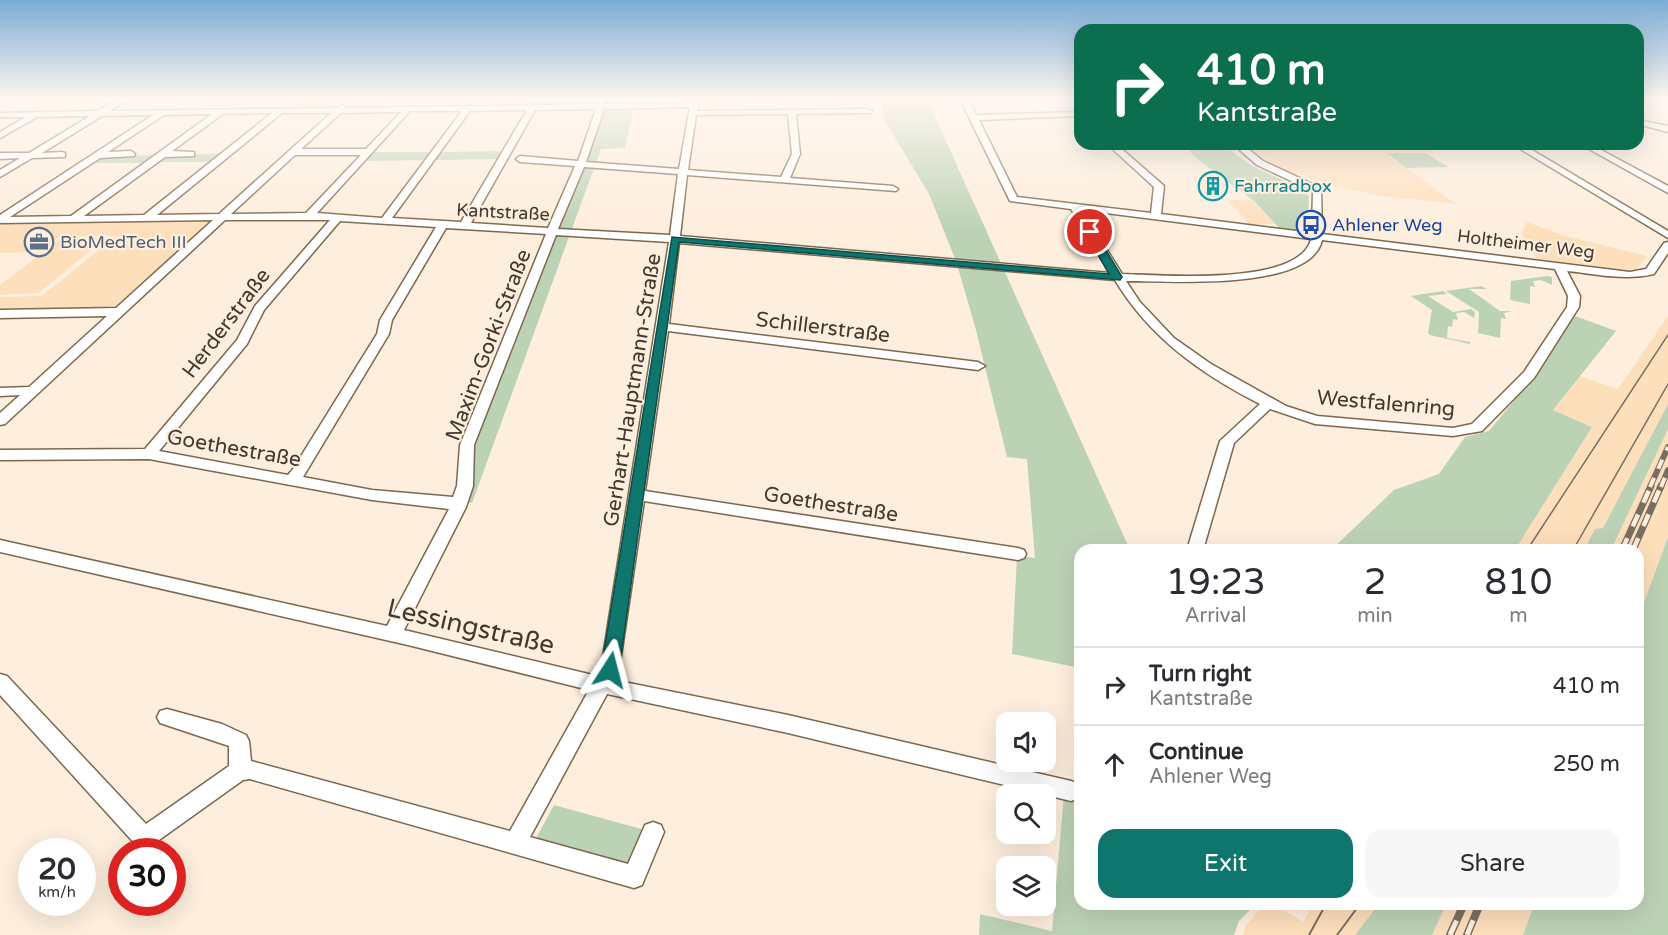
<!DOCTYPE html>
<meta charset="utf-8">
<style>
:root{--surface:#fff;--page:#f7f7f7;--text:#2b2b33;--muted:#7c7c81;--line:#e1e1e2;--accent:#0f766e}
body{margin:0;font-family:"Varela Round",sans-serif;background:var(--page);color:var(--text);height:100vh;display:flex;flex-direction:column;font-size:22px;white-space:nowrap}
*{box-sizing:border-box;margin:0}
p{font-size:20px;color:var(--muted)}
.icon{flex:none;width:33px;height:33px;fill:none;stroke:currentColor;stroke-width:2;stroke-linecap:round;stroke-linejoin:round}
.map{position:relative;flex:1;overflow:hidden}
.sheet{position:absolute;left:1074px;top:544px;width:570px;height:366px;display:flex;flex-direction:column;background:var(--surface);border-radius:18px;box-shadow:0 6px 24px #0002}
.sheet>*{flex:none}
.banner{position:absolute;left:1074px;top:24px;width:570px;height:126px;border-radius:18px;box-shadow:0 6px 24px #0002;background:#0b6e4f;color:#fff;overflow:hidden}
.buttons{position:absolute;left:996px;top:712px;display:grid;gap:12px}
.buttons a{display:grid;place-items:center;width:60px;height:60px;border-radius:12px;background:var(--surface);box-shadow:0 6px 24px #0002;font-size:30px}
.speed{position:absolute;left:18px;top:838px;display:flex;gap:12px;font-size:30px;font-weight:700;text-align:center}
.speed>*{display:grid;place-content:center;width:78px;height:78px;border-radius:50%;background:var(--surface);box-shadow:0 6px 24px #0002;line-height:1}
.speed small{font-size:15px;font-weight:400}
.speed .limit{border:9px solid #d22;background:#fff;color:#111}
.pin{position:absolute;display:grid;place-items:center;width:51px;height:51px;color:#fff;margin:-26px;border:3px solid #fff;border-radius:50%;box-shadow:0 2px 6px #0007}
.me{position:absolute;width:66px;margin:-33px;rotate:9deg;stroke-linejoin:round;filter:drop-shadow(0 0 4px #0008)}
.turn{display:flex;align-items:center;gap:21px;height:126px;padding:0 24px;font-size:27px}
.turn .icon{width:78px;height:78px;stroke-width:2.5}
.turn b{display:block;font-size:42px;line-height:51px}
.eta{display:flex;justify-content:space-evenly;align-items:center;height:102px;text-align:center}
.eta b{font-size:36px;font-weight:600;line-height:42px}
.action{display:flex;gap:12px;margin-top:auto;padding:12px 24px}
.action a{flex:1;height:69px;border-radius:18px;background:var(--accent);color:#fff;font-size:24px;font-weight:600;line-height:69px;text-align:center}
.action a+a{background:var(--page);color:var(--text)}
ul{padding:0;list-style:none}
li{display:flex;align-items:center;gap:18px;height:78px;padding:0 24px;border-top:2px solid var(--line)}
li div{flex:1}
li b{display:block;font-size:22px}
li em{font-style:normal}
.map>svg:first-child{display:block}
</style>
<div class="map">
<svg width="1668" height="935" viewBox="0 0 1668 935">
<rect width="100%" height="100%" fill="#feeedd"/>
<!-- built -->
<path fill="#fedfbc" d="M296,99H348L335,109L282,111Z
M1247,144H1427L1438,152L1387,153L1456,204L1381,196L1329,185L1286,170L1265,159Z
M1228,200H1252L1275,224L1250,225Z
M214,219L115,310L0,312V297L42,296L116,236H60L39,252L0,253V223Z
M1527,222L1565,236L1647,256L1637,269L1628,270L1537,259L1521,233Z
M106,238L38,293L0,295V285L60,239Z
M1668,316V404L1603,529L1595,530L1584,550H1515L1592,427L1552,410L1580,376L1618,389Z
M1668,429V537L1638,619V550H1611Z
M1263,905H1277L1303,922L1309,912L1306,905H1379L1355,935H1243L1245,927Z
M1446,905V904L1534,905L1523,935H1432Z"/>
<!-- green -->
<path fill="#bcd2b5" d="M879,99H927L1130,550H1080V668L1012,654L1017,556L1035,558L1027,459L1007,457L976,330L956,261L929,194L885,121Z
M634,107L625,148L601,149L472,503L465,502L472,444L601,108Z
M1189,144H1224C1239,159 1257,169 1276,177C1289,183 1299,186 1309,196L1307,230L1300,232L1281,230L1254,201L1196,158L1191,153Z
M504,151L500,159L435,160L441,152Z
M374,152H433L430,160L364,161Z
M1387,153H1426L1448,167L1407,168Z
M168,154H223L216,162H153Z
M156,155L147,163H85L99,156Z
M1547,276L1552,277V285L1541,280L1533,281L1535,287L1530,286V304L1510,300L1511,281Z
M1481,286L1487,289H1469L1500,311H1513L1504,313L1506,319L1501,318L1500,338L1478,333L1479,312L1446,291Z
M1443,291L1447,294L1428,296L1453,312L1471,309L1475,312L1474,318L1464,312L1456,313L1458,320L1453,319L1452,327L1448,326L1447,338L1470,342V344L1430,335L1428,333L1432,310L1411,296Z
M1575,316L1616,331L1553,410L1592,427L1515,550H1331L1394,490L1439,474L1465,437L1489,431L1517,397Z
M1668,404V429L1611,550H1584L1595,529L1603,528Z
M1668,537V935H1523L1534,905L1638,904V619Z
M1064,795L1080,797V904L1255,905L1239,921L1234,935H979L980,914L1052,931Z
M554,805L645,830L628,867L535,840Z
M1379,904H1446V905L1432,935H1355Z"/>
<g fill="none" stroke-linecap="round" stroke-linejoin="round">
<!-- street casing -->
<g stroke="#7d674e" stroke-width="3">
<path id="street" d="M118,99H128L110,111L337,108L342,105L346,108L597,104L599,99H607L605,104L690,103L691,99H699L697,111L868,109L872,111L871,113L796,114L800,154L790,178L893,186L898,189L896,191L687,175L680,236L1110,273L1071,209L1010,201L960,99H968L976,115L1080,112V116L979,120L1017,197L1151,213L1154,187L1107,144H1116L1164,186L1161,214L1312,233L1313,191L1257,165L1233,144H1242L1263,161L1321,188L1322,234L1630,272L1646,269L1664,243L1668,242V253L1654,274C1625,281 1596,274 1567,271L1580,296L1579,307L1534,378L1482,431L1453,436L1315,424L1270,409L1234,443L1203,550H1187L1220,441L1260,404C1201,374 1149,337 1115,280L679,243L669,324L978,362L985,366L978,370L668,331L645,491L1018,548L1024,550L1026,554L1024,558L1018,560L644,501L619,670L614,680L788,715L1071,781L1079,784V798L1071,801L788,733L607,694L530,837L628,864L645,825L653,822L661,825L664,832L642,885L634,888L250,779L243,780L152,845L144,849L136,845L0,695V674L7,676L146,824L229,766V746L160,723L157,717L160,711L167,709L222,724L246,735L249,741L251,761L510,831L589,690L408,645L0,552V540L387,626L449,509L372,500L149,459L0,460V450L145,449L237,340L255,306L330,220H225L5,424L0,425V413L20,395L0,396V388L29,387L107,316L0,318V310L116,308L213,220L0,223V215L153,115L102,116L42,153L62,152L65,153V157L32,158L0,177V170L20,158L0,159V153H29L90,116L37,117L0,138V132L26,117H0V113L98,111ZM690,107L679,169L586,162L604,109ZM596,109L578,161L520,156L516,159L520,162L575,166L548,228L471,223L535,110ZM527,110L461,222L392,218L470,111ZM410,111H462L382,218L317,213ZM401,112L366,149H301L341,113ZM272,113L144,215L84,216L165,157L194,156V152L172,151L223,114ZM282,113H331L219,214L157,215ZM212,114L71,216L10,217L100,158L134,156L135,154L131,151L108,152L164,115ZM788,114L792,154L781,177L688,170L696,115ZM295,155H361L306,213L231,214ZM584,167L678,174L670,235L558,229ZM1082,210L1311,239C1300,287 1160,275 1122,274ZM340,221L436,227L380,320L377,334L293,469L288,475L159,451L247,344L264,310ZM446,228L546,234L460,445L457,486L453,497L372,490L303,477L389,334L392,320ZM556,235L669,242L601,669L597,676L404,630L466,507L473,486L474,445ZM1322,240L1555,269L1568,296L1567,307L1524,372L1472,424L1453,428L1317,416L1286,406L1211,364L1174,338L1140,302L1126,281C1167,281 1311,292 1322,240Z
M1638,120L1668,126V132L1638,124Z
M1512,144H1522L1668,231V238Z
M1580,144H1590L1668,186V193Z"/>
</g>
<!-- street -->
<use href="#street" fill="#fff" fill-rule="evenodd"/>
<!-- tram-far1 -->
<path stroke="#7a6e61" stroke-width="1.5" d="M1527,550L1668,335
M1573,550L1668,384"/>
<!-- tram -->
<path stroke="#7a6e61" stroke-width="2" d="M1309,935L1326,904
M1337,935L1360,904"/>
<!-- rail-far2 casing -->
<g stroke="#7a6e61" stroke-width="6">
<path id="rail-far2" d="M1650,487L1668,447
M1661,487L1668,470"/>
</g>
<!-- rail-far1 casing -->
<g stroke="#7a6e61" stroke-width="7">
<path id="rail-far1" d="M1622,550L1651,486
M1633,550L1661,486"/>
</g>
<!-- rail casing -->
<g stroke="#7a6e61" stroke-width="8">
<path id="rail" d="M1450,935L1464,904
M1467,935L1480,904"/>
</g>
<!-- rail-far2 -->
<use href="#rail-far2" stroke="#feeedd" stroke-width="4" stroke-dasharray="10" stroke-linecap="butt"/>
<!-- rail-far1 -->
<use href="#rail-far1" stroke="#feeedd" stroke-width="4.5" stroke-dasharray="13" stroke-linecap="butt"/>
<!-- rail -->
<use href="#rail" stroke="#feeedd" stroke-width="5" stroke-dasharray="16" stroke-linecap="butt"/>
</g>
<!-- sky -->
<linearGradient id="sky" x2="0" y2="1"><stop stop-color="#7bacd5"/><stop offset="0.43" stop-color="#fff7f0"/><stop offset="1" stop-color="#fff7f0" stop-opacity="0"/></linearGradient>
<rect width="1668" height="230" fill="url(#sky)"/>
<!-- route -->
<path fill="#0f766e" stroke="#0a4d48" stroke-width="1.5" d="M1087,230L1095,232L1122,277L1120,280L679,242L619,670L616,675L610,677L604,675L601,670L672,237L1109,274L1085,232Z"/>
<!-- icons -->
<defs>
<g id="building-ring" transform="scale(1.5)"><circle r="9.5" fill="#feeedd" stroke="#0f9aa8" stroke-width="1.5"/><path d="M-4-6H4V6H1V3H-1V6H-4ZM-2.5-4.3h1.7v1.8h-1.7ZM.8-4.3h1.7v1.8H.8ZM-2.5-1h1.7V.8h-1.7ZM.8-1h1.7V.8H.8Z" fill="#0f9aa8"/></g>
<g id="bus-ring" transform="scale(1.5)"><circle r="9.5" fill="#feeedd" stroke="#1a4fb4" stroke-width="1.5"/><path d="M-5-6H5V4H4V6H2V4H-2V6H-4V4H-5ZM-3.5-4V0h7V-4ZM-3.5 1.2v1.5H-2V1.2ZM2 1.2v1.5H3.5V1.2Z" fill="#1a4fb4"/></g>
<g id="office-ring" transform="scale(1.5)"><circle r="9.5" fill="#feeedd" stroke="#5c6f8a" stroke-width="1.5"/><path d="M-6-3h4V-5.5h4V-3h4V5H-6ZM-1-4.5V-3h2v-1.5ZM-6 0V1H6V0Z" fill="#5c6f8a"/></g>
</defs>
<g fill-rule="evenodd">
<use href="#building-ring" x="1213" y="186"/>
<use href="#bus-ring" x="1311" y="225"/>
<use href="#office-ring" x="39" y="242"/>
</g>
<g text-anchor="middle" stroke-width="4.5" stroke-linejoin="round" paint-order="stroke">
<!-- far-culture labels -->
<g font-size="18" fill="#0d838f" stroke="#feeedd" text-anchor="start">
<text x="1234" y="192">Fahrradbox</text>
</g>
<!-- far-street labels -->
<g font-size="18" fill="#42382d" stroke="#feeedd">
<text transform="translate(503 212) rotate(3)" y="6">Kantstraße</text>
<text transform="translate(1526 244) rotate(7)" y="6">Holtheimer Weg</text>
</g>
<!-- far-transit labels -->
<g font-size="18" fill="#164399" stroke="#feeedd" text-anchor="start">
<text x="1332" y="231">Ahlener Weg</text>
</g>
<!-- far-service labels -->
<g font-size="18" fill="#4e5e75" stroke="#feeedd" text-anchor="start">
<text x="60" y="248">BioMedTech III</text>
</g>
<!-- street labels -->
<g font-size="21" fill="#42382d" stroke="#feeedd">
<text transform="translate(226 323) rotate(-53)" y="7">Herderstraße</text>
<text transform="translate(823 327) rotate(7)" y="7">Schillerstraße</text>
<text transform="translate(488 345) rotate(-69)" y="7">Maxim-Gorki-Straße</text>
<text transform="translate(632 390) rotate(-81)" y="7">Gerhart-Hauptmann-Straße</text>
<text transform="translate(1386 403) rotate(5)" y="7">Westfalenring</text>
<text transform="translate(234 448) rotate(10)" y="7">Goethestraße</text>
<text transform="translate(831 504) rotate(9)" y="7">Goethestraße</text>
</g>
<!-- near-street labels -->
<g font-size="26" fill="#42382d" stroke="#feeedd">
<text transform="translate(471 626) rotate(13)" y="9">Lessingstraße</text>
</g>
</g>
</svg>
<div class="buttons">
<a><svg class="icon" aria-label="sound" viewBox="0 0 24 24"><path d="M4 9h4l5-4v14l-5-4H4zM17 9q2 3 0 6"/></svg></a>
<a><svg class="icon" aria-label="search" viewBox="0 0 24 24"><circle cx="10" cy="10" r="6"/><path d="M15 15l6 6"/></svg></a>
<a><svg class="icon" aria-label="layers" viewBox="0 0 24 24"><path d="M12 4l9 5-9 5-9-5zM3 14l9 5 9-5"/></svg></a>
</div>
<div class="speed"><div>20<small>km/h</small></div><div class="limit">30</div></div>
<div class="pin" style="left:1090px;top:232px;background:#d93025"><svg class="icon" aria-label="arrive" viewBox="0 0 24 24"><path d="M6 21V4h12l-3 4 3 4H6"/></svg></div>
<svg class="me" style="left:610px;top:670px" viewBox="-20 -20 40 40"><path d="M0-17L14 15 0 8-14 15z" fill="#0f766e" stroke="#fff" stroke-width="4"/></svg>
<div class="banner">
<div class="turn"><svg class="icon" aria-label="right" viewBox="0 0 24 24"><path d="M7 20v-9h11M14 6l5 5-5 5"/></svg><div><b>410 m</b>Kantstraße</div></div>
</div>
<section class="sheet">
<div class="eta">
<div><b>19:23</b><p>Arrival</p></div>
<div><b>2</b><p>min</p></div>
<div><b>810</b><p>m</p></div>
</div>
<ul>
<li><svg class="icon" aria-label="right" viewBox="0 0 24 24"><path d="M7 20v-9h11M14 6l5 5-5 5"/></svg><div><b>Turn right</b><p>Kantstraße</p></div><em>410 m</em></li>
<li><svg class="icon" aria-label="ahead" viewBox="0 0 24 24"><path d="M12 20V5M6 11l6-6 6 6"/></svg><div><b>Continue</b><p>Ahlener Weg</p></div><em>250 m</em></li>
</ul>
<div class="action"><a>Exit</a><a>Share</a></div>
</section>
</div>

========

Tallying every line that holds the string "solid", report the total for the records and nothing else.

*Written reply*. 3